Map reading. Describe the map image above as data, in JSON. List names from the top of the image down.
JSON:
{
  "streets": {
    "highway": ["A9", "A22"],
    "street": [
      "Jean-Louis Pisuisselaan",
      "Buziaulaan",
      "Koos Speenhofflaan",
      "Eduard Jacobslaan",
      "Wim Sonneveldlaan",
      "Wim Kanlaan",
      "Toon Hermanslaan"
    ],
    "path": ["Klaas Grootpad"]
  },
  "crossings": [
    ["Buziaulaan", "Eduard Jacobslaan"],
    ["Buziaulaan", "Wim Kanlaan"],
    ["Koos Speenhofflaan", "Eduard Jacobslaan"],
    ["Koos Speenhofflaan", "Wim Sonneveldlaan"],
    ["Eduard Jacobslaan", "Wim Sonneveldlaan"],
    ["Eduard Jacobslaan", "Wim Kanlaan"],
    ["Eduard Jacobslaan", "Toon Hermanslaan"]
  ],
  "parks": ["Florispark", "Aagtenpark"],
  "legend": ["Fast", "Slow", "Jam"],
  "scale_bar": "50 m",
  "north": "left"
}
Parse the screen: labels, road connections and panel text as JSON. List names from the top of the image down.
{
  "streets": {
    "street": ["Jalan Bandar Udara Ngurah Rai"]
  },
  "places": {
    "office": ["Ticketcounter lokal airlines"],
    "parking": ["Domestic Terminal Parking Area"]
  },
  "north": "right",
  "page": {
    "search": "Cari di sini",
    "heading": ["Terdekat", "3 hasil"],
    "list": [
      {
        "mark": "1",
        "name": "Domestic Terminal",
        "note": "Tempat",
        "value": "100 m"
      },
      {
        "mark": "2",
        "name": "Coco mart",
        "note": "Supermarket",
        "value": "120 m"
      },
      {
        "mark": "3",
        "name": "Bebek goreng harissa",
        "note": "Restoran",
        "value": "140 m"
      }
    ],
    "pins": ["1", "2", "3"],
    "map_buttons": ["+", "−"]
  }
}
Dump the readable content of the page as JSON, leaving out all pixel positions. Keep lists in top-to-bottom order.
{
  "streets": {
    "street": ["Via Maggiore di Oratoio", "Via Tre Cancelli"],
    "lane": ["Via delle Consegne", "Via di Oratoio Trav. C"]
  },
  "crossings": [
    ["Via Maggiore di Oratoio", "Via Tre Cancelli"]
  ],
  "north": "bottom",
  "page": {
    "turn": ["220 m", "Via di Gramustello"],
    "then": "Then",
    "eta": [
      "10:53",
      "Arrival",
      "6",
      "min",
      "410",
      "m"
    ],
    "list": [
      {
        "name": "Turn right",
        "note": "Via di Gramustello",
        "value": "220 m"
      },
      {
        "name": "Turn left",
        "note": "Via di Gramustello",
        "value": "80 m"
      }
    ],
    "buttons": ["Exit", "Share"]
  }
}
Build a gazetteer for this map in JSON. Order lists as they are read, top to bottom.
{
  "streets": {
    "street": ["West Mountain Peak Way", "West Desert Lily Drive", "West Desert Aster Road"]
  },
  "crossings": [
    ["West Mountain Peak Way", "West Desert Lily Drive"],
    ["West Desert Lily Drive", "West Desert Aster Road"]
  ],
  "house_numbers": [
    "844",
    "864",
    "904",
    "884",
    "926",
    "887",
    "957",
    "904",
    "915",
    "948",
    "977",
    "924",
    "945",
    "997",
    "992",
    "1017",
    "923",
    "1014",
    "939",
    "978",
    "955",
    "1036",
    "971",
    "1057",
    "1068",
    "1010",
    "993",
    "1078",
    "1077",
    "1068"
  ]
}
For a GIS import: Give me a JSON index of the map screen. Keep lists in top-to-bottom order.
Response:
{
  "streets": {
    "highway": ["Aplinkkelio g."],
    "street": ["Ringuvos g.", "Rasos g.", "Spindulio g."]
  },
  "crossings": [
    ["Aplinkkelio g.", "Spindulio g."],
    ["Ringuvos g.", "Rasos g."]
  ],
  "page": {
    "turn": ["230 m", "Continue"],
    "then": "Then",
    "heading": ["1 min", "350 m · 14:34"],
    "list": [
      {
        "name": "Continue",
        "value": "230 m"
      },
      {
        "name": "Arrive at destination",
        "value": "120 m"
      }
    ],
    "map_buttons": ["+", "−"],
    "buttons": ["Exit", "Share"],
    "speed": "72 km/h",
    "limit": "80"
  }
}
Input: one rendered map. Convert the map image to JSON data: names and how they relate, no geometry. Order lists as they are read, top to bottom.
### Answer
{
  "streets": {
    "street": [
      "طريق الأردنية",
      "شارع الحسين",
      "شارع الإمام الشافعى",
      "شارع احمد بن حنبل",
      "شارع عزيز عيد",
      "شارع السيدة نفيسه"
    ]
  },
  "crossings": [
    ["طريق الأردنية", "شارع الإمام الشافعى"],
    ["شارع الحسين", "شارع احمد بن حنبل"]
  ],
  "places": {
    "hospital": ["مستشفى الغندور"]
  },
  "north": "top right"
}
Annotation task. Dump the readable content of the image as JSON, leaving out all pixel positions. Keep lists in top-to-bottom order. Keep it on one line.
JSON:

+--

What needs to be done » All records shown above need to be written out again verbatim.

Response »
Map reading. Describe the map image above as data, in JSON. List names from the top of the image down.
JSON:
{
  "streets": {
    "highway": ["A9", "A22"],
    "street": [
      "Jean-Louis Pisuisselaan",
      "Buziaulaan",
      "Koos Speenhofflaan",
      "Eduard Jacobslaan",
      "Wim Sonneveldlaan",
      "Wim Kanlaan",
      "Toon Hermanslaan"
    ],
    "path": ["Klaas Grootpad"]
  },
  "crossings": [
    ["Buziaulaan", "Eduard Jacobslaan"],
    ["Buziaulaan", "Wim Kanlaan"],
    ["Koos Speenhofflaan", "Eduard Jacobslaan"],
    ["Koos Speenhofflaan", "Wim Sonneveldlaan"],
    ["Eduard Jacobslaan", "Wim Sonneveldlaan"],
    ["Eduard Jacobslaan", "Wim Kanlaan"],
    ["Eduard Jacobslaan", "Toon Hermanslaan"]
  ],
  "parks": ["Florispark", "Aagtenpark"],
  "legend": ["Fast", "Slow", "Jam"],
  "scale_bar": "50 m",
  "north": "left"
}
Parse the screen: labels, road connections and panel text as JSON. List names from the top of the image down.
{
  "streets": {
    "street": ["Jalan Bandar Udara Ngurah Rai"]
  },
  "places": {
    "office": ["Ticketcounter lokal airlines"],
    "parking": ["Domestic Terminal Parking Area"]
  },
  "north": "right",
  "page": {
    "search": "Cari di sini",
    "heading": ["Terdekat", "3 hasil"],
    "list": [
      {
        "mark": "1",
        "name": "Domestic Terminal",
        "note": "Tempat",
        "value": "100 m"
      },
      {
        "mark": "2",
        "name": "Coco mart",
        "note": "Supermarket",
        "value": "120 m"
      },
      {
        "mark": "3",
        "name": "Bebek goreng harissa",
        "note": "Restoran",
        "value": "140 m"
      }
    ],
    "pins": ["1", "2", "3"],
    "map_buttons": ["+", "−"]
  }
}
Dump the readable content of the page as JSON, leaving out all pixel positions. Keep lists in top-to-bottom order.
{
  "streets": {
    "street": ["Via Maggiore di Oratoio", "Via Tre Cancelli"],
    "lane": ["Via delle Consegne", "Via di Oratoio Trav. C"]
  },
  "crossings": [
    ["Via Maggiore di Oratoio", "Via Tre Cancelli"]
  ],
  "north": "bottom",
  "page": {
    "turn": ["220 m", "Via di Gramustello"],
    "then": "Then",
    "eta": [
      "10:53",
      "Arrival",
      "6",
      "min",
      "410",
      "m"
    ],
    "list": [
      {
        "name": "Turn right",
        "note": "Via di Gramustello",
        "value": "220 m"
      },
      {
        "name": "Turn left",
        "note": "Via di Gramustello",
        "value": "80 m"
      }
    ],
    "buttons": ["Exit", "Share"]
  }
}
Build a gazetteer for this map in JSON. Order lists as they are read, top to bottom.
{
  "streets": {
    "street": ["West Mountain Peak Way", "West Desert Lily Drive", "West Desert Aster Road"]
  },
  "crossings": [
    ["West Mountain Peak Way", "West Desert Lily Drive"],
    ["West Desert Lily Drive", "West Desert Aster Road"]
  ],
  "house_numbers": [
    "844",
    "864",
    "904",
    "884",
    "926",
    "887",
    "957",
    "904",
    "915",
    "948",
    "977",
    "924",
    "945",
    "997",
    "992",
    "1017",
    "923",
    "1014",
    "939",
    "978",
    "955",
    "1036",
    "971",
    "1057",
    "1068",
    "1010",
    "993",
    "1078",
    "1077",
    "1068"
  ]
}
For a GIS import: Give me a JSON index of the map screen. Keep lists in top-to-bottom order.
Response:
{
  "streets": {
    "highway": ["Aplinkkelio g."],
    "street": ["Ringuvos g.", "Rasos g.", "Spindulio g."]
  },
  "crossings": [
    ["Aplinkkelio g.", "Spindulio g."],
    ["Ringuvos g.", "Rasos g."]
  ],
  "page": {
    "turn": ["230 m", "Continue"],
    "then": "Then",
    "heading": ["1 min", "350 m · 14:34"],
    "list": [
      {
        "name": "Continue",
        "value": "230 m"
      },
      {
        "name": "Arrive at destination",
        "value": "120 m"
      }
    ],
    "map_buttons": ["+", "−"],
    "buttons": ["Exit", "Share"],
    "speed": "72 km/h",
    "limit": "80"
  }
}
Input: one rendered map. Convert the map image to JSON data: names and how they relate, no geometry. Order lists as they are read, top to bottom.
### Answer
{
  "streets": {
    "street": [
      "طريق الأردنية",
      "شارع الحسين",
      "شارع الإمام الشافعى",
      "شارع احمد بن حنبل",
      "شارع عزيز عيد",
      "شارع السيدة نفيسه"
    ]
  },
  "crossings": [
    ["طريق الأردنية", "شارع الإمام الشافعى"],
    ["شارع الحسين", "شارع احمد بن حنبل"]
  ],
  "places": {
    "hospital": ["مستشفى الغندور"]
  },
  "north": "top right"
}
Annotation task. Dump the readable content of the image as JSON, leaving out all pixel positions. Keep lists in top-to-bottom order. Keep it on one line.
JSON:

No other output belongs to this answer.